The Glass Veil; A Muslim Woman’s Perspective


Traditional feminism has always closed its doors and shut its blinds under the pretence it wasn’t home when Muslim women came knocking. We found ourselves on the receiving end of the ‘White Saviour’ complex usually disguised as the traditional western feminist. We looked on as they proudly assaulted religious gatherings with their shirtless protests on behalf of unsuspecting Muslim women. We collectively cringed at the thoughtless and needless bravado, who had they consulted before they set out to liberate Us? The stark irony of the constant struggle against the patriarchy running adjacent to the struggle against the traditional feminist has on occasion been too much to bear.

Now, this isn’t to say we don’t appreciate the struggles of the traditional feminist – we would just like the courtesy returned. We have our own unique struggles, and they are not always centred around our need to tear away our clothing, but rather the freedom to choose. The choice to be modest and cover ourselves from head to toe because we prefer the lack of sexual objectification that comes with it or indeed if we choose not to. We are fighting for freedom within the parameters of Islam, not against it. We are fighting for equality given to us by God, not necessarily in relation to Men. We choose not to define ourselves only in comparison to our male counterparts, but rather with the elevated unique status given to us by Islam. We do not need to be saved by our white feminists peers, but rather need them as allies – with an ear and aim to support us in the struggle we uniquely face.

The Triple Penalty

The intersectional struggles of a young British Muslim woman cause her to justify her choices to the world constantly. We find ourselves overlooked due to the way we may choose to dress, our culture and even right down to our name. All the while eurocentrism pervading our sense of self leaving us with blurred identities, fighting to be heard over the deafening chants of our own perceived oppression. The last thing we need is to be disparaged by other women when we should be empowering each other. 
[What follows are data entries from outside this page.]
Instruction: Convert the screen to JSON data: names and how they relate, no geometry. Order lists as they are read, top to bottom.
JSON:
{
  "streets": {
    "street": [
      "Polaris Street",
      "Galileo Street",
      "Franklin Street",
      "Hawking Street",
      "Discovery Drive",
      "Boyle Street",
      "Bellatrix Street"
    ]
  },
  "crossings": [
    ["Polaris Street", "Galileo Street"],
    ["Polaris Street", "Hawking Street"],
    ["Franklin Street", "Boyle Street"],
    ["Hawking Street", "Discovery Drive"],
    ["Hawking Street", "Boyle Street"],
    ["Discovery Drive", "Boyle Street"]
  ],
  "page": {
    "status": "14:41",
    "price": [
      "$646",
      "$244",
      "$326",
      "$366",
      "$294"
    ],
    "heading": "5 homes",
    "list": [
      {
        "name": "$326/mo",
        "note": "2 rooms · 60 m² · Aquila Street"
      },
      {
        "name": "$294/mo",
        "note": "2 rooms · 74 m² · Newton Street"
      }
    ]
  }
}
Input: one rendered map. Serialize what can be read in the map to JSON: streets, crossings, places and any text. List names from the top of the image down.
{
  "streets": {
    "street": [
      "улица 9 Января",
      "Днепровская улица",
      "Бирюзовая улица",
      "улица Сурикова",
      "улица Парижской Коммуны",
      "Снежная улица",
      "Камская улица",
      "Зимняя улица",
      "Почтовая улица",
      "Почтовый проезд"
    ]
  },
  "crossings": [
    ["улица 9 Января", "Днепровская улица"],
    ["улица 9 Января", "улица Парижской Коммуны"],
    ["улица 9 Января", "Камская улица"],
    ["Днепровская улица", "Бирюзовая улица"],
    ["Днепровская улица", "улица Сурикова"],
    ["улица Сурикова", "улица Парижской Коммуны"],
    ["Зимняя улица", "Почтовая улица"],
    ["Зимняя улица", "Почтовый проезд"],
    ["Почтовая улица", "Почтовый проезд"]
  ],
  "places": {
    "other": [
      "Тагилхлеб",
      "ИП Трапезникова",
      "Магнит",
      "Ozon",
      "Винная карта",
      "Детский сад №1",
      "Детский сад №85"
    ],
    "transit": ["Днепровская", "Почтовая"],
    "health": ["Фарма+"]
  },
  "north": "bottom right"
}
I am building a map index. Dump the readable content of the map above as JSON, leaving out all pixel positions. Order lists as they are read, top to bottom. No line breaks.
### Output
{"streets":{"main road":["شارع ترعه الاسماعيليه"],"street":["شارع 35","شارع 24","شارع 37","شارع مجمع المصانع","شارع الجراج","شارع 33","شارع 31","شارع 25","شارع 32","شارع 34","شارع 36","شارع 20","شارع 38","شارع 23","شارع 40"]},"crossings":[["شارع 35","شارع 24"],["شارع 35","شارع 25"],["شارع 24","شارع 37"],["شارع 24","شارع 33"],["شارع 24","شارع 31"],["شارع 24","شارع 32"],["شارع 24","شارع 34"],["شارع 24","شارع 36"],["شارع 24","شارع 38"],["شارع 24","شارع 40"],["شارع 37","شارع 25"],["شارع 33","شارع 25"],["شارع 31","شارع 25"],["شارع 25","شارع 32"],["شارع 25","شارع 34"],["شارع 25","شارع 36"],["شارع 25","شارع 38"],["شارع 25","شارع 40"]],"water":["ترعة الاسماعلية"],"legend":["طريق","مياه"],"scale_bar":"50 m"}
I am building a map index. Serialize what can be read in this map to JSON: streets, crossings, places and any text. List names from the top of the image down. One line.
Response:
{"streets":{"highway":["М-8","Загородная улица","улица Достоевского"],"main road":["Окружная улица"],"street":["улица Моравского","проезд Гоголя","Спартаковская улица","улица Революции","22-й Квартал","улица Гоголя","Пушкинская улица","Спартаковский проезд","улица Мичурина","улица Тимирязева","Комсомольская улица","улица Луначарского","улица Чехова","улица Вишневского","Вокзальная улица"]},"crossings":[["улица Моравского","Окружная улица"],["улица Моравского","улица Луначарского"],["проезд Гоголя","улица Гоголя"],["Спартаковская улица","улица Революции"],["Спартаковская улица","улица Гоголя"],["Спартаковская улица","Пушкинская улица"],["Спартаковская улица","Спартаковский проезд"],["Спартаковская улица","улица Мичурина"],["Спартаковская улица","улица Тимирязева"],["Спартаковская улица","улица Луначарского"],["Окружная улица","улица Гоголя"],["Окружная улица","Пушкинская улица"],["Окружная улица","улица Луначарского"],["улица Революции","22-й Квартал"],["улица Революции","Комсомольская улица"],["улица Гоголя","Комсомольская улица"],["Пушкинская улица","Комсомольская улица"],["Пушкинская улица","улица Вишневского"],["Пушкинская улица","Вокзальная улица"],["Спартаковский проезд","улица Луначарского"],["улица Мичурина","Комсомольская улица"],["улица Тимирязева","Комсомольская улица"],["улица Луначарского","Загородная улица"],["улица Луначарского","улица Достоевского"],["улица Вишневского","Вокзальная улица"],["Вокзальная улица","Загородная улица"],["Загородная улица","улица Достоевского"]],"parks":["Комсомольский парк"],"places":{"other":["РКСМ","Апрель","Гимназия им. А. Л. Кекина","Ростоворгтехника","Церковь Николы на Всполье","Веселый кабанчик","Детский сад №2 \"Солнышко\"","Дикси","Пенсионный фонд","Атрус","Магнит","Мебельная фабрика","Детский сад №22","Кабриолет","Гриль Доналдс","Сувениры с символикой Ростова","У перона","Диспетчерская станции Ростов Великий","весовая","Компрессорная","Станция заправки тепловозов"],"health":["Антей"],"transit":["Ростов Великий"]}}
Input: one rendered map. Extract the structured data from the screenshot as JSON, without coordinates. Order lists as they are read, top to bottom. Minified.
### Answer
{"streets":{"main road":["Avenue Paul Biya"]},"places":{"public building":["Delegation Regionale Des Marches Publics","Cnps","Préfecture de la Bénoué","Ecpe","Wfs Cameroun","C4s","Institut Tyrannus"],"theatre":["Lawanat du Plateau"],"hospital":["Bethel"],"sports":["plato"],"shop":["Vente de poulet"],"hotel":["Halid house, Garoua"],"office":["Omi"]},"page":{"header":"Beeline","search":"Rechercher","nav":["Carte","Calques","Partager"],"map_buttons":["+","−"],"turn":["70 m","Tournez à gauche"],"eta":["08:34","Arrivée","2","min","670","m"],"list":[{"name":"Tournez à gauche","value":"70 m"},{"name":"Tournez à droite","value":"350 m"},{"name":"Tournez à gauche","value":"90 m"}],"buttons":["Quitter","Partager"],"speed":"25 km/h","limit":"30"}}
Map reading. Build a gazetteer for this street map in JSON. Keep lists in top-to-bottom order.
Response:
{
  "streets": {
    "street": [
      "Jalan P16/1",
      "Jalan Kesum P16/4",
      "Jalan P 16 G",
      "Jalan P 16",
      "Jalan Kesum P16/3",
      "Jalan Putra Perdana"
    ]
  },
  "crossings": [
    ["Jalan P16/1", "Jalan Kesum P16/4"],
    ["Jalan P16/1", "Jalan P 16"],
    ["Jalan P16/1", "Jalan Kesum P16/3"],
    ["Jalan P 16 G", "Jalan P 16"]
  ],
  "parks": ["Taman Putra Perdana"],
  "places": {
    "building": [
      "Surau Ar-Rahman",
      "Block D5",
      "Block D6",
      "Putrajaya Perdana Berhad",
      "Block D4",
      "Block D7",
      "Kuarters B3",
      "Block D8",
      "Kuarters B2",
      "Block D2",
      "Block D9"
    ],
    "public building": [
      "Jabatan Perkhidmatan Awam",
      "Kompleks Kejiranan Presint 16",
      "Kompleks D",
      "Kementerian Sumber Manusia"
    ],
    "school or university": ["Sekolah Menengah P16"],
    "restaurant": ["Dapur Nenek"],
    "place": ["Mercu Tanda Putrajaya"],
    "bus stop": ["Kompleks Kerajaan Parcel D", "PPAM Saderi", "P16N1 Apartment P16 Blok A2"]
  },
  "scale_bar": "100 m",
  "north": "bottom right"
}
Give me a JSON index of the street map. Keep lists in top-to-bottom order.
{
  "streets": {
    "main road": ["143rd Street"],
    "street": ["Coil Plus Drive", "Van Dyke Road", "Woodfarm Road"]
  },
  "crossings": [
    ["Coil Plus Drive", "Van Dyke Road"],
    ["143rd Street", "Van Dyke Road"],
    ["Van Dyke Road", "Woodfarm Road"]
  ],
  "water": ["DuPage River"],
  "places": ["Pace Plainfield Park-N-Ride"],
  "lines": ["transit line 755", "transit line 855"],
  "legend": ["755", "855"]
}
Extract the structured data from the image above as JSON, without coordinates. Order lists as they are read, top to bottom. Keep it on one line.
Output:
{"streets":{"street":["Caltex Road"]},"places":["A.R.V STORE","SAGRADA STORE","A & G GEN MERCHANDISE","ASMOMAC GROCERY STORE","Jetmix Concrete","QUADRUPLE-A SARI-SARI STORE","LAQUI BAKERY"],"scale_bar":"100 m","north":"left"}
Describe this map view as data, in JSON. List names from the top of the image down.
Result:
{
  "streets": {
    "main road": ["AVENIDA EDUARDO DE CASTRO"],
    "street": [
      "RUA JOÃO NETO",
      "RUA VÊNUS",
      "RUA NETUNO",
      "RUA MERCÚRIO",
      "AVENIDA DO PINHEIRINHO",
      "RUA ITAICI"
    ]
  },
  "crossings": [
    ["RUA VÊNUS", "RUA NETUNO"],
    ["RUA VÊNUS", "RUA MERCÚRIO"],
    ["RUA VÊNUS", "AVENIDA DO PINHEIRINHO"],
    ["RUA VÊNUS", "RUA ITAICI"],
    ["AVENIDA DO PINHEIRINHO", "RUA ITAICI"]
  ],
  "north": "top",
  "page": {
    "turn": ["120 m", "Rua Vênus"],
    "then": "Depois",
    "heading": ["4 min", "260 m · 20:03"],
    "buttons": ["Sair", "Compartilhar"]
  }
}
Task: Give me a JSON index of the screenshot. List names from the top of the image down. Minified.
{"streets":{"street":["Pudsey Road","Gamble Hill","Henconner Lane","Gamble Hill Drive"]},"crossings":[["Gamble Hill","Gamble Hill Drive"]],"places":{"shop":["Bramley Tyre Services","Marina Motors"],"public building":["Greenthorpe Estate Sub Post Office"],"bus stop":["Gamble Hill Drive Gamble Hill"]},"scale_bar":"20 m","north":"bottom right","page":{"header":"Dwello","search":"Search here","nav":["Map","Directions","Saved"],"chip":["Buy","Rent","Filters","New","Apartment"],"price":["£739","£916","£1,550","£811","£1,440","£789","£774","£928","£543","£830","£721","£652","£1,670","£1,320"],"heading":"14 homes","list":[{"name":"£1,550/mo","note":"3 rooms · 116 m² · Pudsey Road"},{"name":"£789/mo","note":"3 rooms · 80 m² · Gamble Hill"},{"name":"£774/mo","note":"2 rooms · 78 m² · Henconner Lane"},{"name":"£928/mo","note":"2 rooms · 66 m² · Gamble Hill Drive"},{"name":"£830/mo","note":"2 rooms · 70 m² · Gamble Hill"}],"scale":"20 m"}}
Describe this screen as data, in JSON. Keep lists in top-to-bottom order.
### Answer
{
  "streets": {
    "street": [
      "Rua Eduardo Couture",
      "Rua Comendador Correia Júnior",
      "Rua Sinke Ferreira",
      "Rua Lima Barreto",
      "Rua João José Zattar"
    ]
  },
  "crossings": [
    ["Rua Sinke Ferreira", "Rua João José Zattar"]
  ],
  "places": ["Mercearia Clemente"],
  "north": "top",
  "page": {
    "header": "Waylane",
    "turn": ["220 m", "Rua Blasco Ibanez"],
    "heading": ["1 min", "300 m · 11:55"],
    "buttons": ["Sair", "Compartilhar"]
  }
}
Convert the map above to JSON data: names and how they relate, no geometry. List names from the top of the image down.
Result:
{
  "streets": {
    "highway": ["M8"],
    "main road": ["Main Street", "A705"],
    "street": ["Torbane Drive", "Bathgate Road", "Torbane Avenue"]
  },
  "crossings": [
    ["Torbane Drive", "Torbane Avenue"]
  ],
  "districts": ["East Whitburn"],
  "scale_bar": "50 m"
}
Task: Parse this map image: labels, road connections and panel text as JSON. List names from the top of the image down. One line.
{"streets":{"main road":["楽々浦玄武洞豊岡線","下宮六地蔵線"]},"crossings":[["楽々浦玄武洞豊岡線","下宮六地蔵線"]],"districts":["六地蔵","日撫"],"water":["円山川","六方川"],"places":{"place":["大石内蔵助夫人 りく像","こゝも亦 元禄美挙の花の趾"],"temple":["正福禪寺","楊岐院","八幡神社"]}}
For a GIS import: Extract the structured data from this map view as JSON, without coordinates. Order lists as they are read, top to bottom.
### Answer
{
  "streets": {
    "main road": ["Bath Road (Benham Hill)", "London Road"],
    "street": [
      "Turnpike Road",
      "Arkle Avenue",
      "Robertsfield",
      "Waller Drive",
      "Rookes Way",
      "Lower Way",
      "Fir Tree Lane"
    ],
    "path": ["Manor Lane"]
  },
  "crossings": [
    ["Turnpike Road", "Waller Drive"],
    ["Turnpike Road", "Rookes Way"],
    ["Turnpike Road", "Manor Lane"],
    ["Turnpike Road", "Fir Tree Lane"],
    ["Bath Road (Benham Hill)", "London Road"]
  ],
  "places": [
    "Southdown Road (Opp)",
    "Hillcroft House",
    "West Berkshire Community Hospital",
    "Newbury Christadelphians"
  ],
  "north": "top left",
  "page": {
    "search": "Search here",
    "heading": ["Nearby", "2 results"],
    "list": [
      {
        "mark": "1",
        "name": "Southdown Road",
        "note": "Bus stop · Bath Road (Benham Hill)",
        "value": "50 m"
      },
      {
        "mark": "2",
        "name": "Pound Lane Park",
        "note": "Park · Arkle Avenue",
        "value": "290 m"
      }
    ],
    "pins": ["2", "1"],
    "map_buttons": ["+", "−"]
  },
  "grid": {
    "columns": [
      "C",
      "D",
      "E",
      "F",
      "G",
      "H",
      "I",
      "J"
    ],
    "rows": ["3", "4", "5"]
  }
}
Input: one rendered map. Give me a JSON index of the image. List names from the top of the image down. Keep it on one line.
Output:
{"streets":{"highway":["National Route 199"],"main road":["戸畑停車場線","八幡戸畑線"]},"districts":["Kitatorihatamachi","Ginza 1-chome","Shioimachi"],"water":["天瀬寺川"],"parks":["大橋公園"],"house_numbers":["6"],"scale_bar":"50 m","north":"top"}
I have found myself questioning my choice to wear a hijab on many occasions and even removing it for periods of my life. Despite wanting to continue wearing it, I believed it would hinder opportunities afforded me in life. Perhaps, if I wore this material on my head my Caucasian colleagues would deem my views as sheltered mutterings of the subjugated. If I dared to wear it to an interview, I would instantly be boxed in as the token Muslim woman or passed over because how could I have received an education or any real-life experiences when I can’t possibly have left the house? It seems so ridiculous in writing, surely that can’t be the case! However, a report published by the government in August 2016 looking in to ‘Employment Opportunities for Muslims in the UK’ found stark disparities for Muslim women in particular. The recruitment process was found to be riddled with risk of discrimination in multiple stages. This began with name-based discrimination with applicants who appeared white receiving a positive response following 9 applications and comparatively BME applicants receiving a similar response after 16 applications – despite having the same qualifications and experience. If you managed to circumvent this and were invited for interview, the report found that Muslim women would then tackle an unconscious bias as a result of assumptions held by interviewers on the candidate’s ability to travel, their family life, marital status and childcare. The same questions were found to be less frequently raised with white women. The report further identified a triple penalty due to Muslim women’s sartorial choices – of course only those religiously or culturally inclined. Unbelievably, 18% of Muslim women within a study were unable to secure employment whilst wearing a hijab, but once removed, they all found employment. Whilst I was not part of this study, this resonates with me and my personal experiences. Sadly, these biases and rampant islamophobia increase in strength when our very own Prime Minister furthers the ‘othering’ of Muslim women by likening their niqabs to ‘Letterboxes’.

At this point, I wish it came to a staggering halt there and we were treated as equals going forth. Unfortunately, this is not the case. Muslim women were found to continue their struggle against the Caucasian centred social networking opportunities. The same study found women often felt dismissed and unable to participate in informal networking and mentoring opportunities via socialising outside of office hours due to the involvement of alcohol. This is also the case when choosing venues - accommodating Muslim colleagues often landing at the bottom of the agenda. 

This is all to say that yes, we could use some help. We could use all the allies willing to support us in fighting our fight. However, we would really appreciate you asking us what it is we are truly being oppressed by so we can work together in bringing equality to all those affected by a society governed by deep-seated patriarchy.